Somewhere at Hogwarts School a wizard is working on a powerful anti-mimicry spell. “Percy Jackson & the Olympians: The Lightning Thief” echoes J.K. Rowling’s mythological world so closely, with its magical young half-bloods and crowded canvas of supporting deities, that a hex must be brewing.

Percy, a teenage New Yorker, discovers that his long-absent father, a “dazzling” guy who vanished after impregnating his mom, was none other than Poseidon, god of the sea. (There are a lot of guys on the Jersey shore imitating Greek gods; this one meant it.) His heritage explains Percy’s ability to submerge in his high school pool for seven minutes, his dyslexia (which scrambles written English, but translates Greek in a flash) and his ADHD. He’s not hyper, he’s got finely honed battle reflexes.

The same could be said for Chris Columbus, director of the first two “Harry Potter” films, who paces this film like a demolition derby. There’s a ratio of one explosion, monster attack or life-and-death battle every 2.8 minutes, and Columbus makes sure they detonate on time. It leaps so breathlessly from one cliffhanger to the next that the action lacks an emotional foundation. The fireballs are great but the story feels confused in its tone and direction.

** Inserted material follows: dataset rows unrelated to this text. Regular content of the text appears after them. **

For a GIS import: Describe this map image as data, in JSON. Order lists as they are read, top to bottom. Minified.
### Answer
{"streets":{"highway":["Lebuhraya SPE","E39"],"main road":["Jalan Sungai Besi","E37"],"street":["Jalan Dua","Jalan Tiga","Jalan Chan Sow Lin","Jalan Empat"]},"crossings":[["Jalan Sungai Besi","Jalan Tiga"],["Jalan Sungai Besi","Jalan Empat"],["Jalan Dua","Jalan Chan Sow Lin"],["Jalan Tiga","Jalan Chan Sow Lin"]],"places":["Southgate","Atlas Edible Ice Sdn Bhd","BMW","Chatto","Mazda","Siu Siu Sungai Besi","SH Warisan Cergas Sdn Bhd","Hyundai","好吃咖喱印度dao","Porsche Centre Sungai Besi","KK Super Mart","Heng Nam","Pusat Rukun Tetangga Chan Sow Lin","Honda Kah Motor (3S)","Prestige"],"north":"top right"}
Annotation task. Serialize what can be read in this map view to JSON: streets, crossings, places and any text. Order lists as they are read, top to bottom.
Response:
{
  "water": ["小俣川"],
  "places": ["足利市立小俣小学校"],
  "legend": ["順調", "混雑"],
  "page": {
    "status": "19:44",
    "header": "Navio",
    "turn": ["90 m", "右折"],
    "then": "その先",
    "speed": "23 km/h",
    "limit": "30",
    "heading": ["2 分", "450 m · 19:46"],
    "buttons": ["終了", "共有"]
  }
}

The characters are swiftly sketched in. Percy (played by the likable and reasonably believable Logan Lerman) is a decent sort who’s understandably overprotective of his mother (Catherine Keener, all wounded eyes and tender smiles) and ticked at his macho slob stepfather (Joe Pantoliano). His best friend Grover (Brandon T. Jackson) is all urban sass and urgent libido; given that he’s a satyr – goat from the waist down – it makes sense. At a summer camp/renaissance festival where apprentice heroes train, they meet Annabeth (Alexandra Daddario), an up-and-coming Xena, and the trio set off on a transcontinental road trip to find a thunderbolt stolen from Zeus.

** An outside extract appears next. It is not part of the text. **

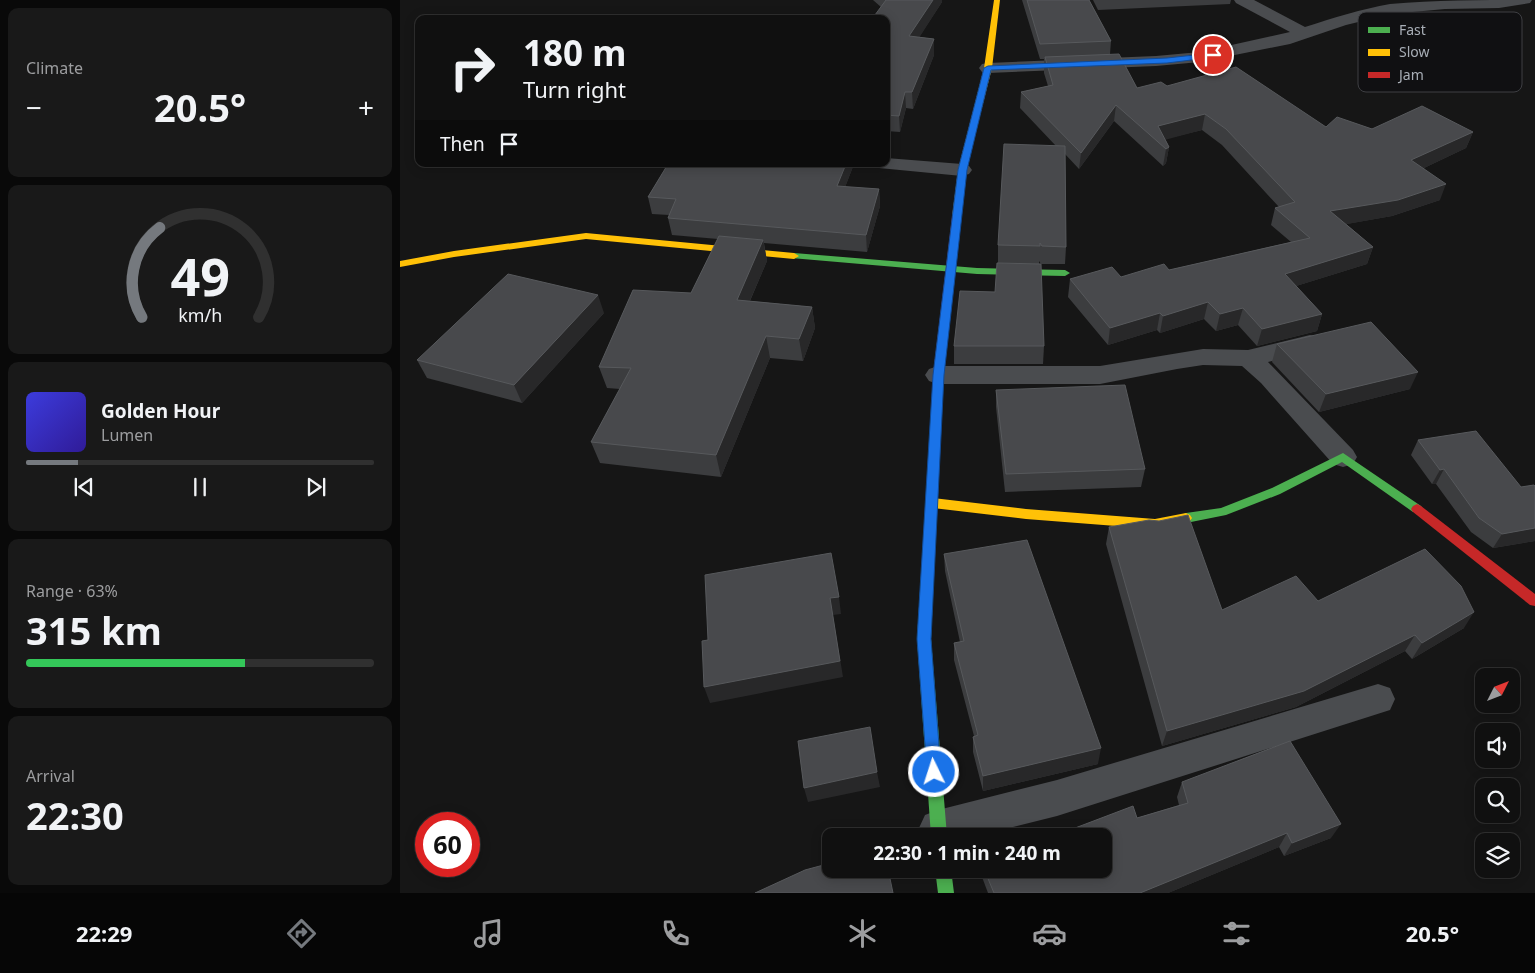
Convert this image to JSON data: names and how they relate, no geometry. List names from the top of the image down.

The film is a meat-and-potatoes adventure enlivened by a few brief star turns. Pierce Brosnan is amiable as Percy’s doting schoolteacher, and Sean Bean’s petulant Zeus fits the Greeks’ preference for gods who are as selfish and shortsighted as humans.

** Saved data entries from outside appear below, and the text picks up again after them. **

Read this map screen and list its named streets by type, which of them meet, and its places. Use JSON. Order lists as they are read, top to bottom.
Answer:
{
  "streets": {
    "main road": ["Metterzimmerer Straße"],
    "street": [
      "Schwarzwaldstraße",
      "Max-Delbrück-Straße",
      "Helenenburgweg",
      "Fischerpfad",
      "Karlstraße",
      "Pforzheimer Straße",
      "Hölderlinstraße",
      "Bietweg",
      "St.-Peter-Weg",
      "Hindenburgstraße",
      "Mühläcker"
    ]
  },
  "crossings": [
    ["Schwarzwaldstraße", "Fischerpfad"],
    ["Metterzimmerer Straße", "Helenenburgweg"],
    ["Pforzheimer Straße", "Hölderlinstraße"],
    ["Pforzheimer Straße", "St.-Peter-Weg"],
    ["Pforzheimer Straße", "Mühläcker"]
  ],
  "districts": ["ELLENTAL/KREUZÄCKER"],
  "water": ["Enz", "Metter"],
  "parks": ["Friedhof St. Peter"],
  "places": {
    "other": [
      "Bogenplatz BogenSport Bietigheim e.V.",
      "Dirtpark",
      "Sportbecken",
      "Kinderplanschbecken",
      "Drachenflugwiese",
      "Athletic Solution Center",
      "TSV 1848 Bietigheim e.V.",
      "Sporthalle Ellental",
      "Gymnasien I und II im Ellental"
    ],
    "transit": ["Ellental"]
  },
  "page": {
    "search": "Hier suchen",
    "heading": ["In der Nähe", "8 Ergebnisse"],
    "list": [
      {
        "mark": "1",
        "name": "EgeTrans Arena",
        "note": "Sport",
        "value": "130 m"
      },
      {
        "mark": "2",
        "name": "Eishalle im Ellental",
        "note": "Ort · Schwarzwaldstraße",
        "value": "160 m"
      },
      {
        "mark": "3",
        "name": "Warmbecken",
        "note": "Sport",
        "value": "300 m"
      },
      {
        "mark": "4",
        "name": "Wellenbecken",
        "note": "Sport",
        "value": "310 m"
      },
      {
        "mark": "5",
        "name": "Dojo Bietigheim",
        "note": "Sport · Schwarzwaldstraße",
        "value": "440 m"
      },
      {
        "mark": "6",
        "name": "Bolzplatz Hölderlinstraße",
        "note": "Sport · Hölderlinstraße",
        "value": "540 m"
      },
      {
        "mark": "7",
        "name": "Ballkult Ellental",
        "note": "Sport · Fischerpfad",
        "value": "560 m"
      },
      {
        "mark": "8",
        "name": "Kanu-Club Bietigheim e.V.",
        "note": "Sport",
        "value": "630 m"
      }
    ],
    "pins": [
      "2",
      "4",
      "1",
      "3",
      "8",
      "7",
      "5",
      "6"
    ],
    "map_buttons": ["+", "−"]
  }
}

The real fun arrives with Uma Thurman as Medusa. It’s a strong actress who can out-emote a coiffure of writhing, hissing snakes, but Thurman does it. With eyes like those, who needs lightning bolts? Steve Coogan and Rosario Dawson are in great form as the arrogant Hades and his bickering wife Persephone; hell as a bad marriage has never looked so vivid. And the inferno’s physical location on the U.S. map is a good, broad joke.

Unfortunately, there’s not enough going on in the film to sustain the needed excitement. In the race to copy “Harry Potter,” many a series pilot has been launched and crashed. Does anyone remember “Eragon” and “Inkheart”? “Percy Jackson” is better than those, but not by enough. It’s technically polished, spirited, well intentioned but curiously lacking in magic.